DA IMPOSSIBILIDADE DE UM BUÑUEL BRASILEIRO

Se don Luis, "ateu graças a Deus", tivesse nascido no Bananão, jamais conseguiria se tornar um cineasta importante -daria, quando muito, um razoável diretor de videoclipes para a Conspiração. A explicação é simples: surrealismo, cinematográfico ou de outro tipo, depende do contraste com uma realidade mais ou menos ordenada. Ora, o Brasil-sil-sil já é surrealista. Dêem uma espiada nos tipos que freqüentam o Congresso ou leiam a Caras. Diante disso, Buñuel, Breton, Aragon e todos os outros são sub-realistas, uns branquelos europeus sem imaginação e sem graça.

Peguem, por exemplo, "O Anjo Exterminador". Nesse filme, o dono de uma mansão e seus convidados para um jantar são incapazes de sair da casa -embora, aparentemente, nada os impeça- e vão, pouco a pouco, se animalizando. No Bananão, esse é um enredo tão banal que chega a ser água-com-açúcar: quem quer que tenha ido a um concerto na Sala São Paulo (ou, como o Amarar, à festa de entrega do prêmio Portugal Telecom) já testemunhou cenas de selvageria muito piores na corrida ao estacionamento ou na disputa pelo salmão defumado. Darwinismo em ação é isso aí.

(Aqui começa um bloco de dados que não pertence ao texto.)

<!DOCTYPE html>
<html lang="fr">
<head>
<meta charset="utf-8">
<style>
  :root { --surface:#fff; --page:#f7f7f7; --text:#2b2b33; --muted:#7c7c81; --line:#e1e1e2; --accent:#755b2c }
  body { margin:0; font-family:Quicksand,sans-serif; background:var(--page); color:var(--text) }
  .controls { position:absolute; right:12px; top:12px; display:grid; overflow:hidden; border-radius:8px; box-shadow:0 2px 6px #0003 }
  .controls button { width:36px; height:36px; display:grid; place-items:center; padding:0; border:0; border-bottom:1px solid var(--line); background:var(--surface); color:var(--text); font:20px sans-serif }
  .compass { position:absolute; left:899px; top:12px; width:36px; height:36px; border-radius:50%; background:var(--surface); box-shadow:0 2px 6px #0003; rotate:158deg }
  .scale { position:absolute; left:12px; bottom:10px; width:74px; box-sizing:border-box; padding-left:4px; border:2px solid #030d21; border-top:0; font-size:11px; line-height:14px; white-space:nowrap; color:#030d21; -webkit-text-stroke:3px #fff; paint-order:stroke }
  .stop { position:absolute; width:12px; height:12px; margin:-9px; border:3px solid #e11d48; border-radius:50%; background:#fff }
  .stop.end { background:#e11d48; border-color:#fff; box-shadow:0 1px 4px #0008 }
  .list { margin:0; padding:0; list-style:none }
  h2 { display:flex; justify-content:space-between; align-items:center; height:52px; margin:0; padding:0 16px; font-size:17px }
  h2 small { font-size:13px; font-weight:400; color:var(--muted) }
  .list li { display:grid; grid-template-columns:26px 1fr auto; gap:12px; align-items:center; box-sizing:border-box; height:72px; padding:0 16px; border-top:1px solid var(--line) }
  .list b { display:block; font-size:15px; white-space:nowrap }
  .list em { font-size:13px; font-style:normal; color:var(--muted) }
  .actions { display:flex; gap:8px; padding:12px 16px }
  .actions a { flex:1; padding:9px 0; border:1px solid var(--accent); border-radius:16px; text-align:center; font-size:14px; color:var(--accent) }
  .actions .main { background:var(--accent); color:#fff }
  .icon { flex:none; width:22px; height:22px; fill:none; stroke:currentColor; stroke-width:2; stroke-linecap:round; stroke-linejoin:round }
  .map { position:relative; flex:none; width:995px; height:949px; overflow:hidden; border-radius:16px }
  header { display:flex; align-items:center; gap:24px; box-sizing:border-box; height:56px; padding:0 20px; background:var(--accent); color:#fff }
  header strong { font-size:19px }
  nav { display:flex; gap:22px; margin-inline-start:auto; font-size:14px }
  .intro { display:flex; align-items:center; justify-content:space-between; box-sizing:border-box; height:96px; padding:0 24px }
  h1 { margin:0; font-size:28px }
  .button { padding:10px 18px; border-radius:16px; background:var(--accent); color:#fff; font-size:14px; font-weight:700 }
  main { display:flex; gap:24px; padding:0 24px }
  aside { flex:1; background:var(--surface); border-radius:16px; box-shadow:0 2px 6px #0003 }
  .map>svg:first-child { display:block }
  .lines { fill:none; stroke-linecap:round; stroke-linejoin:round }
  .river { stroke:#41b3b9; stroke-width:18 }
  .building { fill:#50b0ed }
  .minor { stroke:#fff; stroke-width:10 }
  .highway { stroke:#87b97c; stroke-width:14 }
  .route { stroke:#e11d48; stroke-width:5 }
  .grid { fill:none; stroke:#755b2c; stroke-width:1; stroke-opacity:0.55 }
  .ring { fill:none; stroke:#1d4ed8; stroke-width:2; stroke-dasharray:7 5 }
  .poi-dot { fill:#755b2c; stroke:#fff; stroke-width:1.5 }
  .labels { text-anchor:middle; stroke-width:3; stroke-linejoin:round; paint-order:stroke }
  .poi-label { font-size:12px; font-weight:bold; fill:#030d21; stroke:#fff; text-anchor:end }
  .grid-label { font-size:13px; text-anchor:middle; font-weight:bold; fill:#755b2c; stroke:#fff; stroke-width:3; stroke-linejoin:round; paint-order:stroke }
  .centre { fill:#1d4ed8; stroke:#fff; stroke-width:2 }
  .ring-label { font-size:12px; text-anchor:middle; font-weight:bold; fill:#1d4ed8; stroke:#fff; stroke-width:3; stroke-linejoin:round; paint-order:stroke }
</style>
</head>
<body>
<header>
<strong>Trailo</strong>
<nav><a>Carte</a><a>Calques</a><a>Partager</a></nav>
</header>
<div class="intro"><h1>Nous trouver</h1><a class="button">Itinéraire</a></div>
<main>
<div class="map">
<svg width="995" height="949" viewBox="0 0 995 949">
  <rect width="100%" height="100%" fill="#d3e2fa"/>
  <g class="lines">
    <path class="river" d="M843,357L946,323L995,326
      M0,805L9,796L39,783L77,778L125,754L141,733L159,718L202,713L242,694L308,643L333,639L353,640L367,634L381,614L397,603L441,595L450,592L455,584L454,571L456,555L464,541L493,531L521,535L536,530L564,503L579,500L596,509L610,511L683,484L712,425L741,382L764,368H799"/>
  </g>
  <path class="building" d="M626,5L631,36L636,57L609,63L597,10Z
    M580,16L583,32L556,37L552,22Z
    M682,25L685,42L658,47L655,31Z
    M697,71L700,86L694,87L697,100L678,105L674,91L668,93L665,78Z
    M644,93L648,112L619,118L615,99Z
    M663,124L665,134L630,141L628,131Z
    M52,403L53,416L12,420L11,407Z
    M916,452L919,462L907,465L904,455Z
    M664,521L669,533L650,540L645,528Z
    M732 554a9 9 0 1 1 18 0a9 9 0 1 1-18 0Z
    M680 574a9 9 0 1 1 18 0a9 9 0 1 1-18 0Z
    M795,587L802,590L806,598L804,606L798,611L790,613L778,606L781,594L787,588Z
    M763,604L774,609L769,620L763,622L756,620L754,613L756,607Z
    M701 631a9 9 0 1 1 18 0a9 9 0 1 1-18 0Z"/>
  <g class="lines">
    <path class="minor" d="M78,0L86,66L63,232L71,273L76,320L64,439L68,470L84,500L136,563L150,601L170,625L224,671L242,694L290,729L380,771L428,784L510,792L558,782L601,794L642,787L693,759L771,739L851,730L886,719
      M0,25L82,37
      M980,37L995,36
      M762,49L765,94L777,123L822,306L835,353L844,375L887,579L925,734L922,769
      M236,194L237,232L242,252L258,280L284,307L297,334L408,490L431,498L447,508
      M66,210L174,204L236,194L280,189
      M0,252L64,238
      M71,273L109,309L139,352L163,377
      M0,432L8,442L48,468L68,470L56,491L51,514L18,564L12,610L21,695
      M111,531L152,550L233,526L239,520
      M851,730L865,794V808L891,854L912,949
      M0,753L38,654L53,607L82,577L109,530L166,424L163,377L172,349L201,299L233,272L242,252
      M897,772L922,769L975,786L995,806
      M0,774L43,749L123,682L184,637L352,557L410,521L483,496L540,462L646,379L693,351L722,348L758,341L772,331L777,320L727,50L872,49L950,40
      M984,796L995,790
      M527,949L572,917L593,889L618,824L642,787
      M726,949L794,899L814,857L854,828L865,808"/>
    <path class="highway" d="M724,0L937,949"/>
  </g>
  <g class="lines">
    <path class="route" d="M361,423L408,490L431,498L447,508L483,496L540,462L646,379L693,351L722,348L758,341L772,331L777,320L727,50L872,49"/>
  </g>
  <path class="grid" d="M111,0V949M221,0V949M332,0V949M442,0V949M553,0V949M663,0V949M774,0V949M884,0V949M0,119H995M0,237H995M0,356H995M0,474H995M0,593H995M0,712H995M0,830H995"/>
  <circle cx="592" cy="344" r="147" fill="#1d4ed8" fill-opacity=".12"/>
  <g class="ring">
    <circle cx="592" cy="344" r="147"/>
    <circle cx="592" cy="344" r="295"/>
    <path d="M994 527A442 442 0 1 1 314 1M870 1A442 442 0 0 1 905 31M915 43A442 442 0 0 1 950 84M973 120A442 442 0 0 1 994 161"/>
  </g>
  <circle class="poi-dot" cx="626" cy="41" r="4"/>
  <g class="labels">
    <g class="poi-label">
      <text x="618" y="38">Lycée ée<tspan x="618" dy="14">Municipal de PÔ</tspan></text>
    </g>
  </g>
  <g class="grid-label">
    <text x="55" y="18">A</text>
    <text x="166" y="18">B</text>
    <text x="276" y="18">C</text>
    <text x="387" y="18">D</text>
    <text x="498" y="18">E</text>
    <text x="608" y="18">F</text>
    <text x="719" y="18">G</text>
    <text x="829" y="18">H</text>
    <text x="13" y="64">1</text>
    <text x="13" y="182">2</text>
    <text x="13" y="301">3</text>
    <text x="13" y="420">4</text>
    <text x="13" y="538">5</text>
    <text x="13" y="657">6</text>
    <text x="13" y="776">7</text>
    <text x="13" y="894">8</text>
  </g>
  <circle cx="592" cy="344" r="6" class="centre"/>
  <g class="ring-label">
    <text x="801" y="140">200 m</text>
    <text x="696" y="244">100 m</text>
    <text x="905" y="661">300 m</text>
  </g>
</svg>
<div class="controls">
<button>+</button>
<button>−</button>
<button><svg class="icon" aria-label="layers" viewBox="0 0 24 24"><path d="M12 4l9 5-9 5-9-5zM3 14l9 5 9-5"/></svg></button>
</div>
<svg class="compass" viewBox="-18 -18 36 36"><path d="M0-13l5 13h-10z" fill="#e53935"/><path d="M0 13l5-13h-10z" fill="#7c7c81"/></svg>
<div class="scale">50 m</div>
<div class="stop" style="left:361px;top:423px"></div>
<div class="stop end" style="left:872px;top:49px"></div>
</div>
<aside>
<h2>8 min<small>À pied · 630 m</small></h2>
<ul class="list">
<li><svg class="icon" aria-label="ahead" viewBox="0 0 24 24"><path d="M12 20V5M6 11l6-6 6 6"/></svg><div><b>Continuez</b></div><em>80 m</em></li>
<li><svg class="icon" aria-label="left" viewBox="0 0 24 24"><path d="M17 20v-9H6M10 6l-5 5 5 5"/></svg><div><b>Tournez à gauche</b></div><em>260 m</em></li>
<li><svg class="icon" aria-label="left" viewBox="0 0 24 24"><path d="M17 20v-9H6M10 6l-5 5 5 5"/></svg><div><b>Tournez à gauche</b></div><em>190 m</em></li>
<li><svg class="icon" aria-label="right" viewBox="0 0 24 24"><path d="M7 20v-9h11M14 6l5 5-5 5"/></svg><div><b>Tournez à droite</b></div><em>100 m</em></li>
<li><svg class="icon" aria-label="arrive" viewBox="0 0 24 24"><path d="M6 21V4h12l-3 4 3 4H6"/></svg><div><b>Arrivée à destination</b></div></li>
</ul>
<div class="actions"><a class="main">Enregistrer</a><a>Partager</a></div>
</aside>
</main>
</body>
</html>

Para Buñuel, escritores de "segundo time" como Hemingway só faziam sucesso devido à hegemonia cultural e política dos EUA. Mas o próprio cineasta deve sua fama ao fato de ter nascido na Espanha. Aqui, humilhado pela realidade, não passaria da direção de clipes para os engraçadinhos do Bidê ou Balde. E olhe lá.